Evaluate Mass Digitalization Data

Project description

digital eval

example workflow

Python3 Tool to report evaluation outcomes from mass digitalization workflows.

Features

  • match automatically groundtruth (i.e. reference data) and candidates by filename
  • use geometric information to evaluate only specific frame (i.e. specific column or region from large page) of candidates (requires ALTO or PAGE format)
  • aggregate evaluation outcome on domain range (with multiple subdomains)
  • choose from textual metrics based on characters or words plus common Information Retrieval
  • choose between accuracy / error rate and different UTF-8 Python norms
  • formats: ALTO, PAGE or plain text for both groundtruth and candidates
  • speedup with parallel execution
  • additional OCR util:
    • filter custom areas of single OCR files

Installation

pip install digital-eval

Usage

Metrics

Calculate similarity (acc) or difference (err) ratios between single reference/groundtruth and test/candidate item.

Edit-Distance based

Character-based text string minus whitechars (Cs, Characters) or Letter-based (Ls, Letters) minus whites, punctuation and digits. Word/Token-based edit-distance of single tokens identified by whitespaces.

Set based

Calculate union of sets of tokens/words (BoW, BagOfWords). Operate on sets of tokens/words with respect to language specific stopwords using nltk -framework for:

  • Precision (IRPre, Pre, Precision): How many tokens from candidate are in groundtruth reference?
  • Recall (IRRec, Rec, Recall): How many tokens from groundtruth reference should candidate include?
  • F-Measure (IRFMeasure, FM): weighted ratio Precision / Recall

UTF-8 Normalisations

Use standard Python Implementation of UTF-8 normalizations; default: NFKD.

Statistics

Statistics calculated via numpy include arithmetic mean, median and outlier detection with interquartile range and are based on the specific groundtruth/reference (ref) for each metric, i.e. char, letters or tokens.
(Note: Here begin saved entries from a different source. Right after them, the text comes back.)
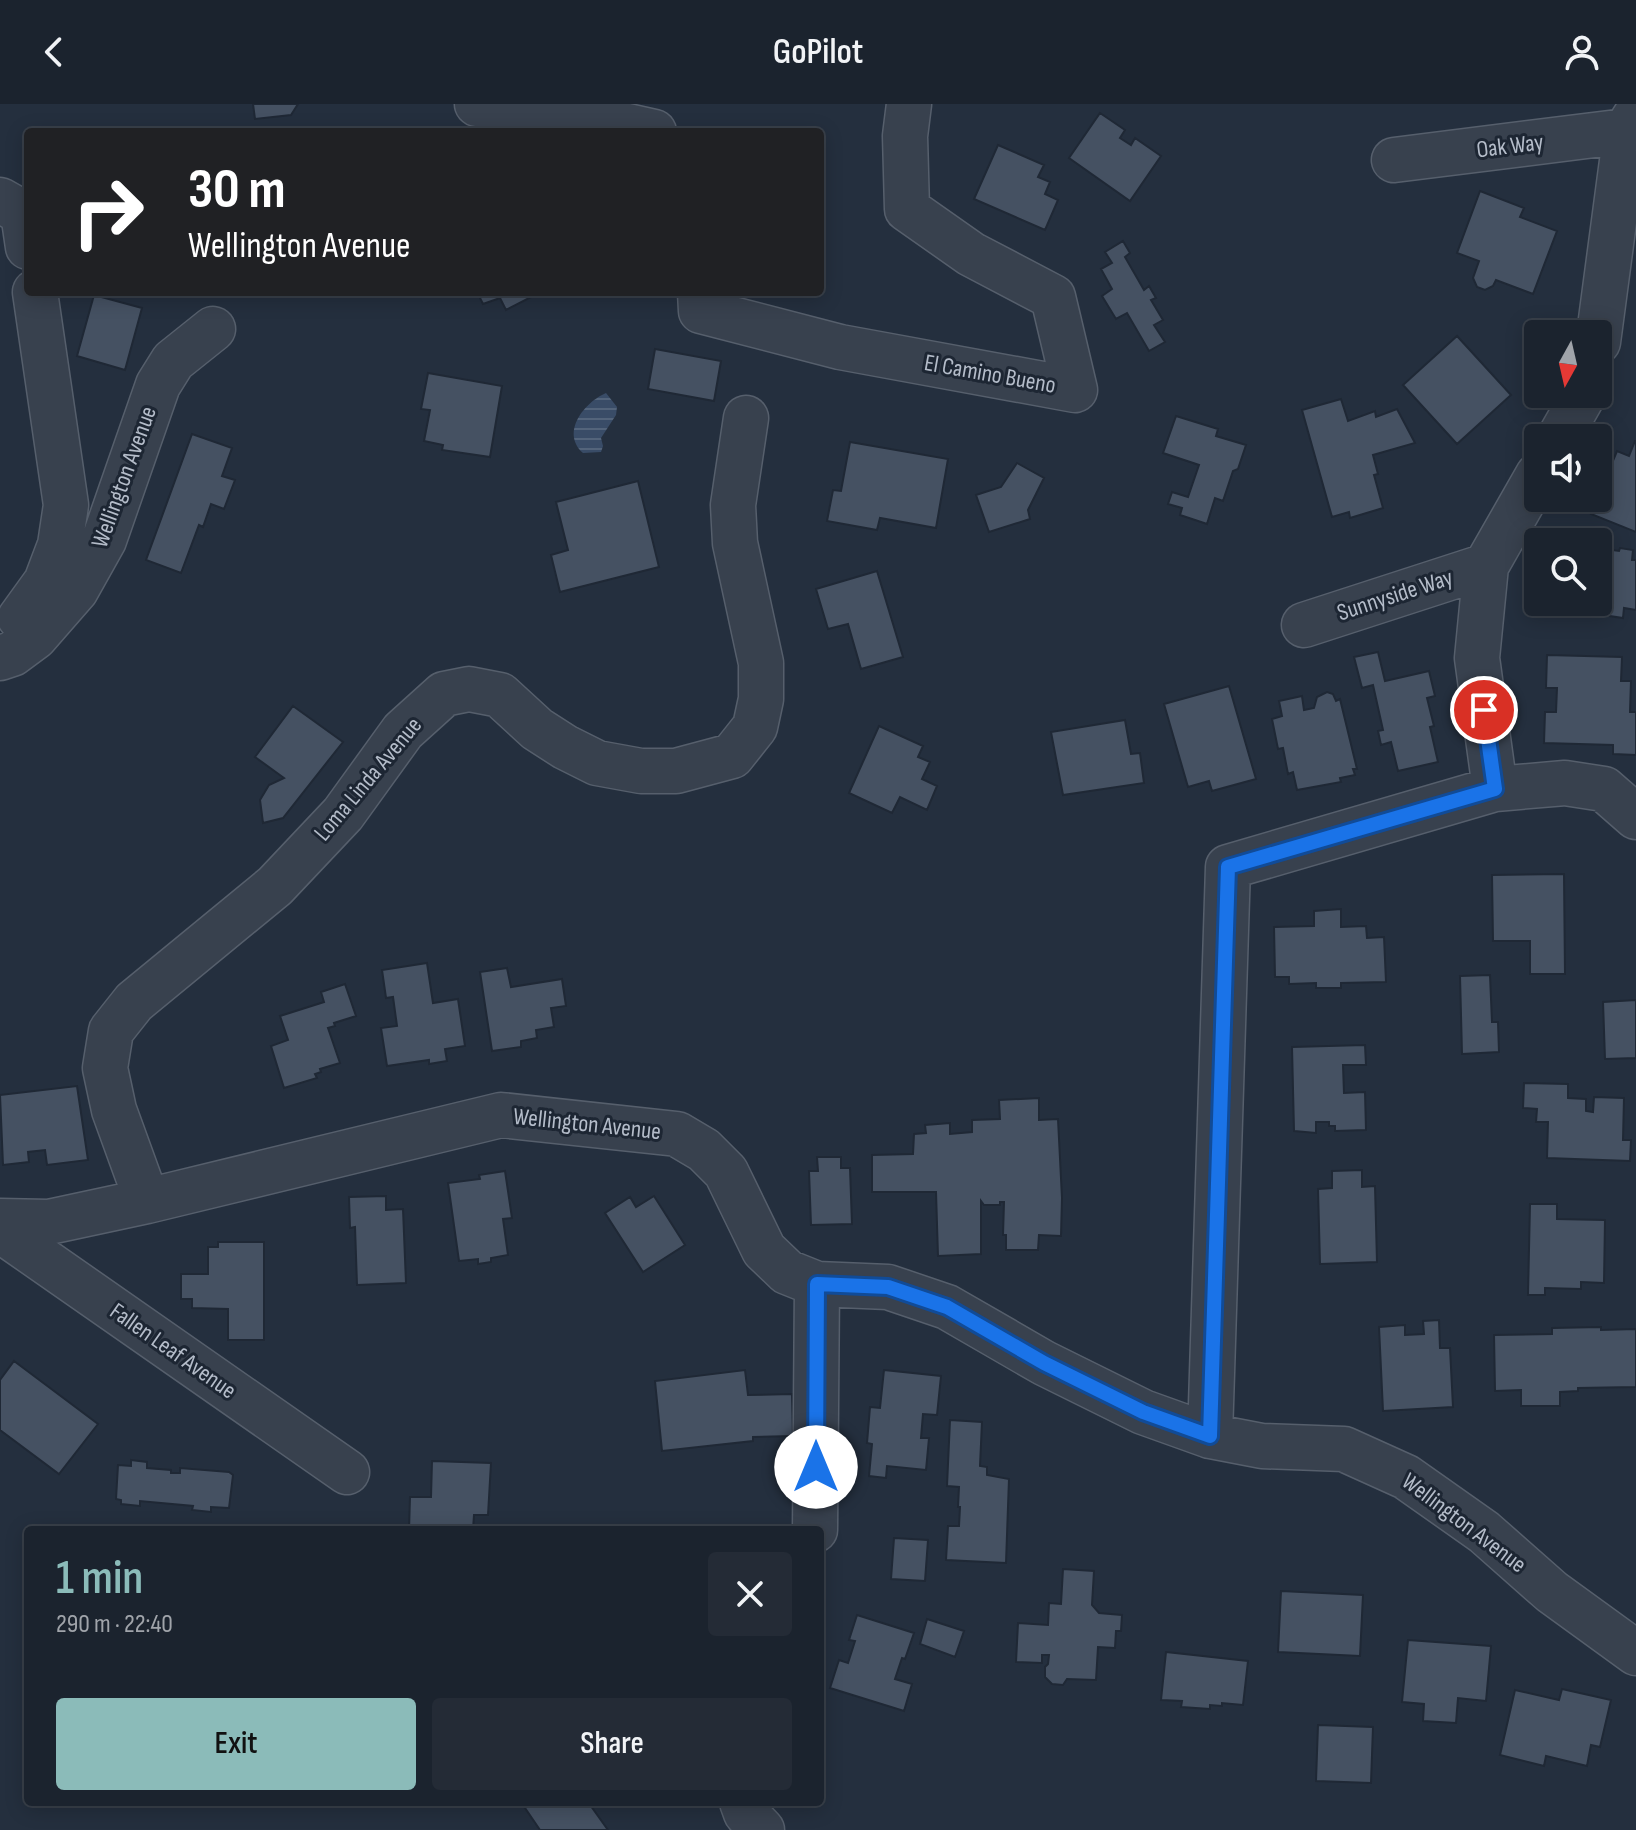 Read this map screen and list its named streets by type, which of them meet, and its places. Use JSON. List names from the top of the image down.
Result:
{
  "streets": {
    "street": [
      "Oak Way",
      "El Camino Bueno",
      "Wellington Avenue",
      "Sunnyside Way",
      "Loma Linda Avenue",
      "Fallen Leaf Avenue"
    ]
  },
  "crossings": [
    ["Wellington Avenue", "Loma Linda Avenue"]
  ],
  "north": "bottom",
  "page": {
    "header": "GoPilot",
    "turn": ["30 m", "Wellington Avenue"],
    "heading": ["1 min", "290 m · 22:40"],
    "buttons": ["Exit", "Share"]
  }
} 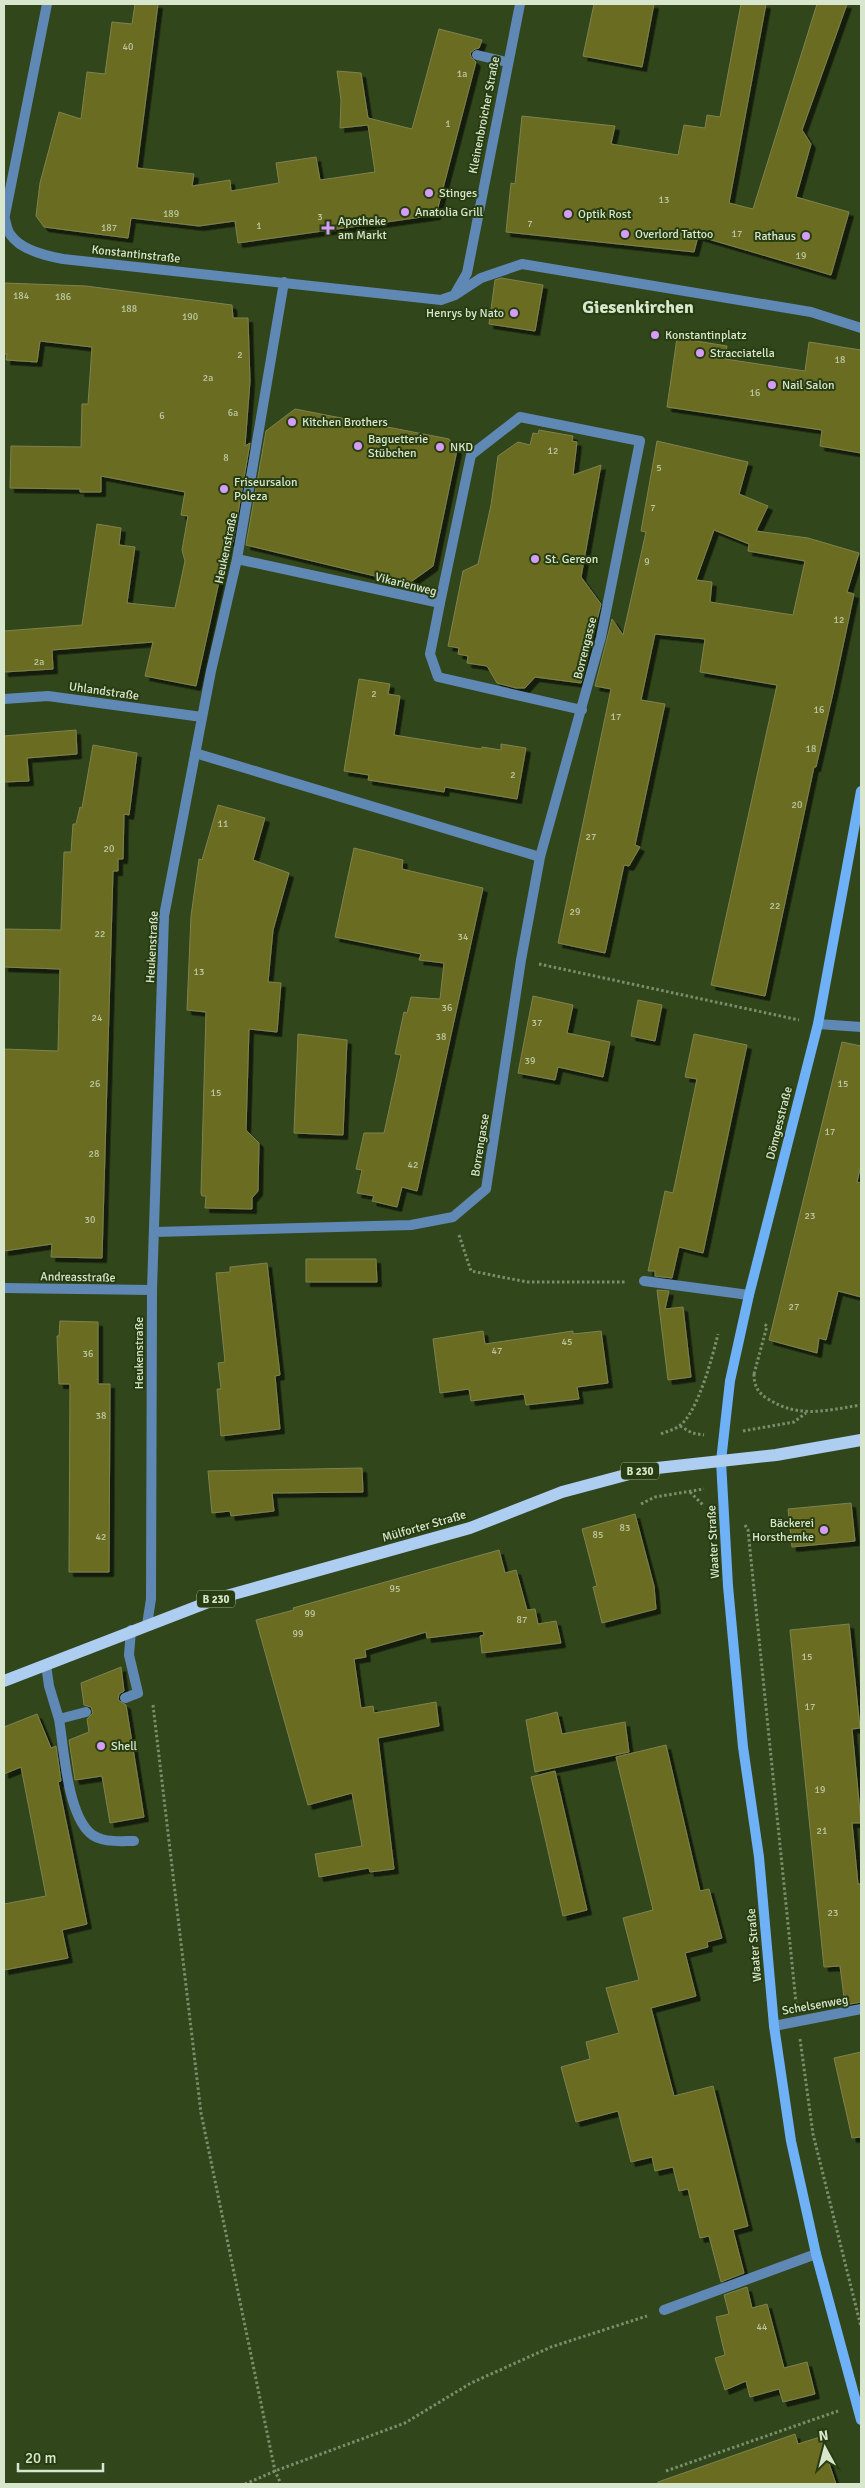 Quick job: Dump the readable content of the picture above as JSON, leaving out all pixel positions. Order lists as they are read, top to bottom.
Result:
{
  "streets": {
    "main road": [
      "Dömgesstraße",
      "B 230",
      "Mülforter Straße",
      "Waater Straße"
    ],
    "street": [
      "Kleinenbroicher Straße",
      "Konstantinstraße",
      "Heukenstraße",
      "Vikarienweg",
      "Borrengasse",
      "Uhlandstraße",
      "Andreasstraße",
      "Schelsenweg"
    ]
  },
  "crossings": [
    ["Konstantinstraße", "Heukenstraße"],
    ["Heukenstraße", "Vikarienweg"],
    ["Heukenstraße", "Borrengasse"],
    ["Heukenstraße", "Uhlandstraße"],
    ["Heukenstraße", "Andreasstraße"],
    ["Heukenstraße", "Mülforter Straße"],
    ["Vikarienweg", "Borrengasse"],
    ["Dömgesstraße", "Mülforter Straße"],
    ["Dömgesstraße", "Waater Straße"],
    ["Mülforter Straße", "Waater Straße"],
    ["Waater Straße", "Schelsenweg"]
  ],
  "districts": ["Giesenkirchen"],
  "places": {
    "other": [
      "Stinges",
      "Anatolia Grill",
      "Optik Rost",
      "Overlord Tattoo",
      "Rathaus",
      "Henrys by Nato",
      "Konstantinplatz",
      "Stracciatella",
      "Nail Salon",
      "Kitchen Brothers",
      "Baguetterie Stübchen",
      "NKD",
      "Friseursalon Poleza",
      "St. Gereon",
      "Bäckerei Horsthemke",
      "Shell"
    ],
    "health": ["Apotheke am Markt"]
  },
  "house_numbers": [
    "40",
    "1a",
    "1",
    "13",
    "189",
    "3",
    "7",
    "1",
    "187",
    "17",
    "19",
    "184",
    "186",
    "188",
    "190",
    "2",
    "18",
    "2a",
    "16",
    "6a",
    "6",
    "12",
    "8",
    "5",
    "7",
    "9",
    "12",
    "2a",
    "2",
    "16",
    "17",
    "18",
    "2",
    "20",
    "11",
    "27",
    "20",
    "22",
    "29",
    "22",
    "34",
    "13",
    "36",
    "24",
    "37",
    "38",
    "39",
    "26",
    "15",
    "15",
    "17",
    "28",
    "42",
    "23",
    "30",
    "27",
    "45",
    "47",
    "36",
    "38",
    "83",
    "85",
    "42",
    "95",
    "99",
    "87",
    "99",
    "15",
    "17",
    "19",
    "21",
    "23",
    "44"
  ],
  "scale_bar": "20 m",
  "north": "top"
}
Evaluate treelike structures

To evaluate OCR-candidate-data batch-like versus existing Groundtruth, please make sure that your structures fit this way:

groundtruth root/
├── <domain>/     └── <subdomain>/
│         └── <page-01>.gt.xml
candidate root/
├── <domain>/     └── <subdomain>/
│         └── <page-01>.xml

Now call via:

digital-eval <path-candidate-root>/domain/ -ref <path-groundtruth>/domain/

for an aggregated overview on stdout. Feel free to increase verbosity via -v (or even -vv) to get detailed information about each single data set which was evaluated.

Structured OCR is considered to contain valid geometrical and textual data on word level, even though for recent PAGE also line level is possible.

Data problems

Inconsistent OCR Groundtruth with empty texts (ALTO String elements missing CONTENT or PAGE without TextEquiv) or invalid geometrical coordinates (less than 3 points or even empty) will lead to evaluation errors if geometry must be respected.

Additional OCR Utils

Filter Area

You can filter a custom area of a page of an OCR file by providing the points of an arbitrary shape. The format of the -p, --points argument is <pt_1_x>,<pt_1_y> <pt_2_x>,<pt_2_y> <pt_3_x>,<pt_3_y> ... <pt_n_x>,<pt_n_y> . For simple rectangular areas this can be expressed also with two points, with first point as top left and second point as bottom right: <pt_top_left_x>,<pt_top_left_y> <pt_bottom_right_x>,<pt_bottom_right_y>.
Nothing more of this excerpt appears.